A more comprehensive review uncovers another impressive fact: during this last decade, the horizons of the savvy investor expanded. They got interested in places beyond the landscape he or she was accustomed to focus on. Attention was paid to India and China, Brazil and Korea. To most traditionalists’ surprise, the more an investor looked outside the old box, the better he did.

Over that decade this investor was likely to at least have doubled his money in South Africa and Shanghai, trebled it in India and Russia, or enjoy as much as 380 per cent of the appreciation in Brazil’s Bovespa. It was not a lost decade for those who could read the tea-leaves and appreciate the potential of some emerging markets. To be fair, it was not always a panacea: some of these markets sucked you in and then punished you mercilessly for getting involved. Vietnam went up massively just to crash badly and leave the late investor with losses and difficult exit strategies. Many also rushed to the emerging republics of the old Eastern bloc, but the story did not always have a fairy-tale ending — just ask some Austrian bankers.
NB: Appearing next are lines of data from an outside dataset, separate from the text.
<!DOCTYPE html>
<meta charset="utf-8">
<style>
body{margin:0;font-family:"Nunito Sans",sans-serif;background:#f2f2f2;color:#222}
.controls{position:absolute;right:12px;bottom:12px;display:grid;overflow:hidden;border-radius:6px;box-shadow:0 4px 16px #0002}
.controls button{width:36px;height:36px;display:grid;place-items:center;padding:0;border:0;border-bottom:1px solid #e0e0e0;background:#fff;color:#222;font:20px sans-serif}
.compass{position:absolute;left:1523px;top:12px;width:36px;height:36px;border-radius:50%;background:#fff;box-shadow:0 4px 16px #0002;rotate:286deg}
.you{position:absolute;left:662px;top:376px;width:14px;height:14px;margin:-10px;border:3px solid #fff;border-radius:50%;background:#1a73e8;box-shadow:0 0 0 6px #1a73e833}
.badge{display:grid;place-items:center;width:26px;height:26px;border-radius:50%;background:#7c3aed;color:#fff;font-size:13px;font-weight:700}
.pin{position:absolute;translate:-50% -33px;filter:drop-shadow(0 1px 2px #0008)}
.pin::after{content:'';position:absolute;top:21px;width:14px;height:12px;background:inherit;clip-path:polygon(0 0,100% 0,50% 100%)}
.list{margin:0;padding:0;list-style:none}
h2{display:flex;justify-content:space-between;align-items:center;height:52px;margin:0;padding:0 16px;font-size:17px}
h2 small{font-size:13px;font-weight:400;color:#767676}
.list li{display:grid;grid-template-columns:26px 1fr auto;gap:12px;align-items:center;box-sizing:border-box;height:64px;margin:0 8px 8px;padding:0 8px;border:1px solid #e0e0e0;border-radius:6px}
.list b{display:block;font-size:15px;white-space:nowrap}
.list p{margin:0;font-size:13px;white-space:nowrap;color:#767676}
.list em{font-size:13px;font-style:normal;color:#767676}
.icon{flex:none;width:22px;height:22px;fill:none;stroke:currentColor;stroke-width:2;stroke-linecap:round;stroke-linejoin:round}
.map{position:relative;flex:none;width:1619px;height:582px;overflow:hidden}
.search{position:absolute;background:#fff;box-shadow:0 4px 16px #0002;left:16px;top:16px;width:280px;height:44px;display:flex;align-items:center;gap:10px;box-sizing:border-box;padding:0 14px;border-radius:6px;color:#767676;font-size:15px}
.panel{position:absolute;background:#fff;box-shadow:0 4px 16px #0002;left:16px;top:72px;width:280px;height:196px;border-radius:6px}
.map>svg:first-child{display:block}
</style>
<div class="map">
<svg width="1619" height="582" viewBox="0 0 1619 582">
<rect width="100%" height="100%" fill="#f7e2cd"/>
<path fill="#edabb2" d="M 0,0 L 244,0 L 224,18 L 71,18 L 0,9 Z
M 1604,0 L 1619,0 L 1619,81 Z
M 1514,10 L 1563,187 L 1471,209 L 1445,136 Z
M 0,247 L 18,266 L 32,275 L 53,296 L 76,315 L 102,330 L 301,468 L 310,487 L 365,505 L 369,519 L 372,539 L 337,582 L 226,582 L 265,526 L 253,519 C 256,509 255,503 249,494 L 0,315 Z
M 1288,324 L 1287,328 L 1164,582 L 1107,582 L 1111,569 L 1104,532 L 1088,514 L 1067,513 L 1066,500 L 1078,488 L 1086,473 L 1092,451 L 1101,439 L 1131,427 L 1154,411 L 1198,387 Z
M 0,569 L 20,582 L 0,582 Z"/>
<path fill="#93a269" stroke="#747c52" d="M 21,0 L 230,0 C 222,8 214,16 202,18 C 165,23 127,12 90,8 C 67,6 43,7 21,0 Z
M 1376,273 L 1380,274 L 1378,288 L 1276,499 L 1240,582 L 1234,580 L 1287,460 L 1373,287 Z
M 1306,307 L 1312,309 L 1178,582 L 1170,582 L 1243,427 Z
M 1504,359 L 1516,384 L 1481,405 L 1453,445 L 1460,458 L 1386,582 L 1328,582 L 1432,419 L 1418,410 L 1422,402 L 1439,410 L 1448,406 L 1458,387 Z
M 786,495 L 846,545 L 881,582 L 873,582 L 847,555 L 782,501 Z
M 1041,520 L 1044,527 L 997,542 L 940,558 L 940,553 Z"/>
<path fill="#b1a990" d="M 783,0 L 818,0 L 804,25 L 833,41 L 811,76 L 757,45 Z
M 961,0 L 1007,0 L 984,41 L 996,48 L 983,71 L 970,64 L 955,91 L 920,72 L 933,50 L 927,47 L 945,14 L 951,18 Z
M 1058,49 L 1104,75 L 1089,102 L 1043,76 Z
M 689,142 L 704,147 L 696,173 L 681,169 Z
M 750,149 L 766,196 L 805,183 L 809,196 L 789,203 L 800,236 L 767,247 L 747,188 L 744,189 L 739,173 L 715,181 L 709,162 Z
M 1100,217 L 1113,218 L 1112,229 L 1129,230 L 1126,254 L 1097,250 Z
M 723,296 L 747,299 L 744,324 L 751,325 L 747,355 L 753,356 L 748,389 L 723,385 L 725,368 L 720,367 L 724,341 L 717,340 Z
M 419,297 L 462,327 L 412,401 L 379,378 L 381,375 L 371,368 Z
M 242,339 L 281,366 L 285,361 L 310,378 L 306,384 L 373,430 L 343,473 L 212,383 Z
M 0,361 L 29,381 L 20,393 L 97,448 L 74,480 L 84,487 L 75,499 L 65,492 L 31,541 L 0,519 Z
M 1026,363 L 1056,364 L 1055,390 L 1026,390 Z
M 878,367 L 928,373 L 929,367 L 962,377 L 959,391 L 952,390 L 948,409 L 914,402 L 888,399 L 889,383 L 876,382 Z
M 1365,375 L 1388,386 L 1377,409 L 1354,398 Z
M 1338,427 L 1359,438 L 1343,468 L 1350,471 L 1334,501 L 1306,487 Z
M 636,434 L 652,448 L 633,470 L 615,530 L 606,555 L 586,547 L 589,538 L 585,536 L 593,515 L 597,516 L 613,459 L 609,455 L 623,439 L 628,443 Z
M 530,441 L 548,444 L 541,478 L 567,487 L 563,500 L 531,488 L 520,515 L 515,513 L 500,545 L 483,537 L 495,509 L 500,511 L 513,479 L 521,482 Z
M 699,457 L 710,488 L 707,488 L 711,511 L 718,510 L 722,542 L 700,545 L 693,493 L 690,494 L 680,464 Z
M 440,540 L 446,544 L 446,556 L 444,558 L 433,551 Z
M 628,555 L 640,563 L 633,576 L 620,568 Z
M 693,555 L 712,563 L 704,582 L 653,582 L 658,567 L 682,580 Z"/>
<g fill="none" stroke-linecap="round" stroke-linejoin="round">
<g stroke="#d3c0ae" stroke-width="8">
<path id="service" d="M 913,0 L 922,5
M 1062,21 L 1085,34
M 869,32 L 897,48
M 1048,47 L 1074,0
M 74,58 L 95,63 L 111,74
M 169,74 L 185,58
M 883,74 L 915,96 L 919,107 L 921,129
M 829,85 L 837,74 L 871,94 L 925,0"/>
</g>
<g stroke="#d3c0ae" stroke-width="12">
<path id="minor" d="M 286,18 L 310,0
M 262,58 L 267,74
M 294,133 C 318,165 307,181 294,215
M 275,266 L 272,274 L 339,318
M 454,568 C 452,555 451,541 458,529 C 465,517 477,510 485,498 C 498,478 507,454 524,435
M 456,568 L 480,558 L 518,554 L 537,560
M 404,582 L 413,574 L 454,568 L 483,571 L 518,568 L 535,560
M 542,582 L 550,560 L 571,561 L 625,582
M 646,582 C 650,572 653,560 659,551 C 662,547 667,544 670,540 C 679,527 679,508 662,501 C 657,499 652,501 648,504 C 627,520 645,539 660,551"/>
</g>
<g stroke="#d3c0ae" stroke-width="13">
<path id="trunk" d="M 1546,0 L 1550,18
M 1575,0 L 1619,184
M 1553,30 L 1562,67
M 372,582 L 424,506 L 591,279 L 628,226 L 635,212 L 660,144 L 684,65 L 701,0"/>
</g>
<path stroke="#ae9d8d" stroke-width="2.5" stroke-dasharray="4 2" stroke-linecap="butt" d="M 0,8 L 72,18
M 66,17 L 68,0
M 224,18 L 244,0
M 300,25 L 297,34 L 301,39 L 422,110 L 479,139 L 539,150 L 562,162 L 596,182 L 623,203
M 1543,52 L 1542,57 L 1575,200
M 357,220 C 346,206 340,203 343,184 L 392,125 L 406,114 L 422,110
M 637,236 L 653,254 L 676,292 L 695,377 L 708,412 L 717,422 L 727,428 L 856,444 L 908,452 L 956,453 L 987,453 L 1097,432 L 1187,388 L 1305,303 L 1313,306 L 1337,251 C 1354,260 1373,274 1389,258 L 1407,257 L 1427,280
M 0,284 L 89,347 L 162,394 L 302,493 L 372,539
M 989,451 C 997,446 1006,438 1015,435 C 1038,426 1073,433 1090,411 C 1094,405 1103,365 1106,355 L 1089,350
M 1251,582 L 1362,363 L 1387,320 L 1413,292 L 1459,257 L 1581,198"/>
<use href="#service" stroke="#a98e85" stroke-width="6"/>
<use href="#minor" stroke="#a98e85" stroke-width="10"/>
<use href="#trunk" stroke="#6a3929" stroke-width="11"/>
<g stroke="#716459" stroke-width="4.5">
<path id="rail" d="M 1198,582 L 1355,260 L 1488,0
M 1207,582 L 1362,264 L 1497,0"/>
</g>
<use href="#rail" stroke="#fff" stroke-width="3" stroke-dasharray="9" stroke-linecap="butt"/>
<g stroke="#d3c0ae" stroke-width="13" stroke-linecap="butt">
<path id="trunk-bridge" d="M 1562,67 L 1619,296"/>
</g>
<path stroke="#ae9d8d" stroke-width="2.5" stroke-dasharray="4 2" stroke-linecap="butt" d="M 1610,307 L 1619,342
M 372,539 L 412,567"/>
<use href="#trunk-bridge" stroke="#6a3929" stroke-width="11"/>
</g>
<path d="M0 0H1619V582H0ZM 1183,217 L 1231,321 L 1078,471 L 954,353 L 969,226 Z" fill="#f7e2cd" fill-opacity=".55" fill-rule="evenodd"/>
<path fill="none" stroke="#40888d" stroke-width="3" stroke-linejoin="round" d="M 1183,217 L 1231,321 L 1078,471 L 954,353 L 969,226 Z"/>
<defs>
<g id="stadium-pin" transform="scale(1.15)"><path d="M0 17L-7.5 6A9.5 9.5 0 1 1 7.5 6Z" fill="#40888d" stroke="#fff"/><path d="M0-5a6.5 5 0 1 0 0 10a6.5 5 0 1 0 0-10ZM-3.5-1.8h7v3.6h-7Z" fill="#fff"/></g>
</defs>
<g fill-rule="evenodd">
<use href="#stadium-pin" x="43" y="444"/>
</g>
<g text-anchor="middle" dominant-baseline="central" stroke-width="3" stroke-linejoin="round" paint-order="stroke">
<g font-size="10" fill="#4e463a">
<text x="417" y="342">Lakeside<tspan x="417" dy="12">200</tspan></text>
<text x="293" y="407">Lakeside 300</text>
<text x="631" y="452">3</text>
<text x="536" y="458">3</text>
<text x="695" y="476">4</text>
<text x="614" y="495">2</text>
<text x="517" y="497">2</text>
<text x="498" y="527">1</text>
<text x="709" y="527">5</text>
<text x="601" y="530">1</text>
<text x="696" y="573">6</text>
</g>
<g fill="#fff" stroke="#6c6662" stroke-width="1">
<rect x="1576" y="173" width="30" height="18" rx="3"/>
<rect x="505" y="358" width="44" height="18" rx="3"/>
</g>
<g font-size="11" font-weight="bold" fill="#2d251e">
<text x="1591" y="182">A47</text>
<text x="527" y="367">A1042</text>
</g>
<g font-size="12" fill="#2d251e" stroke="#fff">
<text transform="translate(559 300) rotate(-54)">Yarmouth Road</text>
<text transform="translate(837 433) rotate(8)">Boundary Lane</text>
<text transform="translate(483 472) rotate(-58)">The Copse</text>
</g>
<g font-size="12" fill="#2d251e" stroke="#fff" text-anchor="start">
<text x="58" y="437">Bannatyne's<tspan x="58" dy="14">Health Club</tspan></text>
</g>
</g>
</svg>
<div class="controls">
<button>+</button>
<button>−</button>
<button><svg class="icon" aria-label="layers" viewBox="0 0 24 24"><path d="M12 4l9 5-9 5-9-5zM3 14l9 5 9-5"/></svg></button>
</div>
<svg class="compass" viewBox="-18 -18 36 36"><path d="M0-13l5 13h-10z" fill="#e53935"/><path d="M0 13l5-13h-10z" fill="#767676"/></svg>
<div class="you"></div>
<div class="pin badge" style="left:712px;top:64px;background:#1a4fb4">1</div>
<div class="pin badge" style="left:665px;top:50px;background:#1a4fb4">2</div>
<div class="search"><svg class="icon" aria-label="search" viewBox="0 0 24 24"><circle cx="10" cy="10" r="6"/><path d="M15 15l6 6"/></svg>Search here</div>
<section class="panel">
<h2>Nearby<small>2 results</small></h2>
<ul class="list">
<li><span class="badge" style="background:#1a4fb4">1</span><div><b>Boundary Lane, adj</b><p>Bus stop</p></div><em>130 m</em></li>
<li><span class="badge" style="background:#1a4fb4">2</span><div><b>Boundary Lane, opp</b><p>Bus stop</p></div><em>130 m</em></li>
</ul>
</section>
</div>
And, at the very end of the decade, we also found out that investing in the shifting sands of oil-depleted Dubai was not the way to go.

The lessons of this decade are: 1) The need to invest intelligently: buying a tracker fund will not always deliver. 2) Being broad-minded is better — a narrow focus limited to the familiar may cause you to miss on significant opportunities. 3) The recognition that invested money needs to be managed — selling (when and for how much) is as important as buying; seeing the potential danger in an investment is as valuable as appreciating the opportunity. The next decade — like the last — will produce winners and losers and the key will still be to act wisely with one’s investments.